Beekeeping is a vital national interest. Worldwide, 87 of the leading 115 food crops depend on animals for pollination, accounting for 35 percent of global food production, according to the U.S. government. That’s more than one in three bites consumed.
Beekeepers come in all sizes ranging from the backyard enthusiast who manages only a few hives to the commercial beekeepers who manage up to 50,000 colonies. Beekeeping is an industry that supplies products such as honey, bees wax, and venom as well as one that sells pollination services, an essential component to agricultural production.
The USDA estimated in 2012, the gross revenue generated from employing managed bees for pollination services in 2012 totaled $655.6 million. Farmers pay the beekeepers to bring their hives to their fields and orchards. They pay because the results are indisputable. Honey bee pollination alone adds more than $15 billion in value to agricultural crops each year. For example, honeybees increase almond yields from an estimated 40 lbs/acre to an average of 2,400 lbs/acre
The U.S. produces 85% of the world’s almond crop. During winter, more than half of all bees kept in the U.S. are transported to California to boost yields in the spring. It takes two hives to pollinate an acre of almond trees.
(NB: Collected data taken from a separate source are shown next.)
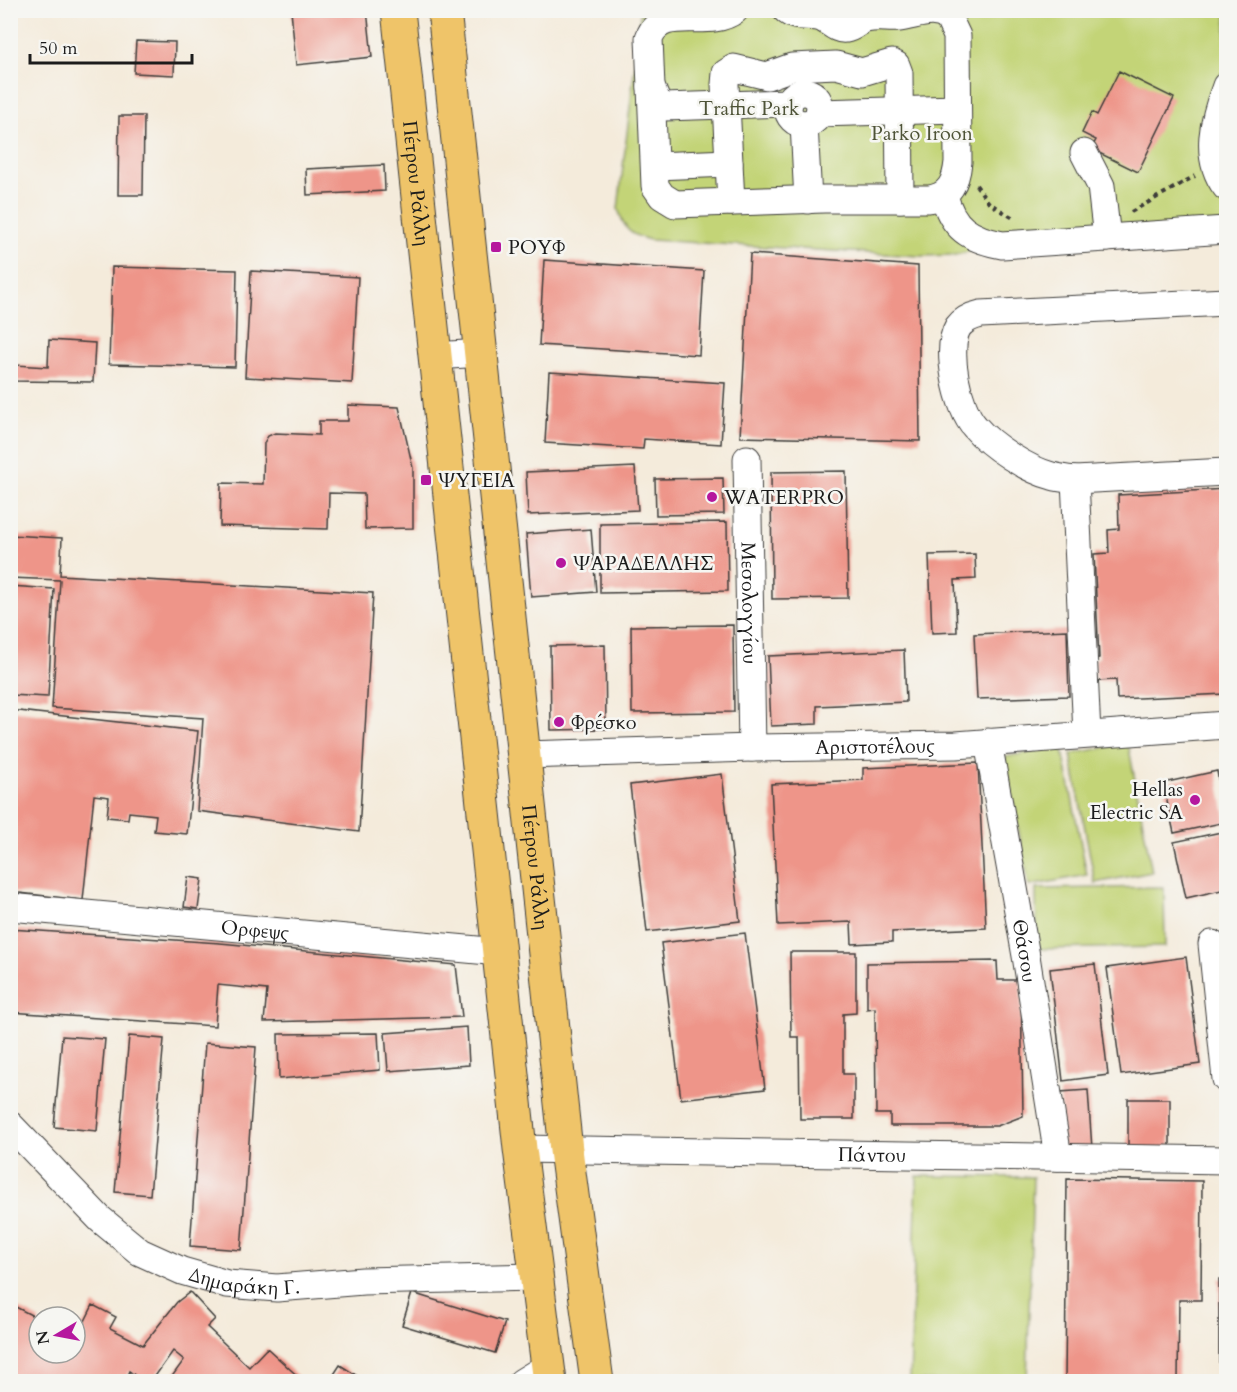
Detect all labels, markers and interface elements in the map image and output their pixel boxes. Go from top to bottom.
scale bar [30,27,192,65]
text: 50 m [39,36,78,61]
park label: Traffic Park [699,95,800,122]
street label: Πέτρου Ράλλη [396,119,436,247]
park label: Parko Iroon [871,120,974,147]
place label: ΡΟΥΦ [508,234,565,261]
marker: ΡΟΥΦ [489,240,503,254]
place label: ΨΥΓΕΙΑ [438,467,516,494]
marker: ΨΥΓΕΙΑ [419,473,433,487]
place label: WATERPRO [723,484,844,511]
marker: WATERPRO [705,490,719,504]
street label: Μεσολογγίου [734,542,764,664]
place label: ΨΑΡΑΔΕΛΛΗΣ [573,550,714,577]
marker: ΨΑΡΑΔΕΛΛΗΣ [554,556,568,570]
place label: Φρέσκο [571,709,637,736]
marker: Φρέσκο [552,715,566,729]
street label: Αριστοτέλους [815,732,935,761]
place label: Hellas Electric SA [1089,776,1184,826]
marker: Hellas Electric SA [1188,793,1202,807]
street label: Πέτρου Ράλλη [515,803,555,931]
street label: Ορφεψς [220,913,291,947]
street label: Θάσου [1006,917,1043,984]
street label: Πάντου [838,1141,906,1169]
street label: Δημαράκη Γ. [186,1261,301,1302]
north arrow [27,1305,87,1365]
text: N [31,1329,55,1346]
In 2005, farmers paid beekeepers $157 per hive for pollination services. During peak pollination season, a healthy, mature bee colony can fetch more than $200
Most of the honeybee thefts are centered in major beekeeping locations. In the U.S. California has more registered commercial beekeepers than any other state, followed by Texas, Florida, North Dakota, South Dakota and Montana. These six states account for 63% of all private beekeeping entities in the U.S. according to the USDA. Authorities believe that some of the thefts arise from beekeepers that need hives to fulfill their contracts with farmers. Others are stealing for the honey - and discarding the bees. But small scale and backyard beekeepers are not immune from the epidemic.
Beekeeping is not inexpensive. The purchase all of the equipment necessary for the enterprise, including protective clothing, tools, and hive box can total between $300-$500. That doesn’t include the bees. A starter colony of bees can cost upwards of $175. The loss of a hive to natural causes, is unfortunate, but normal in the field of beekeeping. Theft, on the other hand, is not.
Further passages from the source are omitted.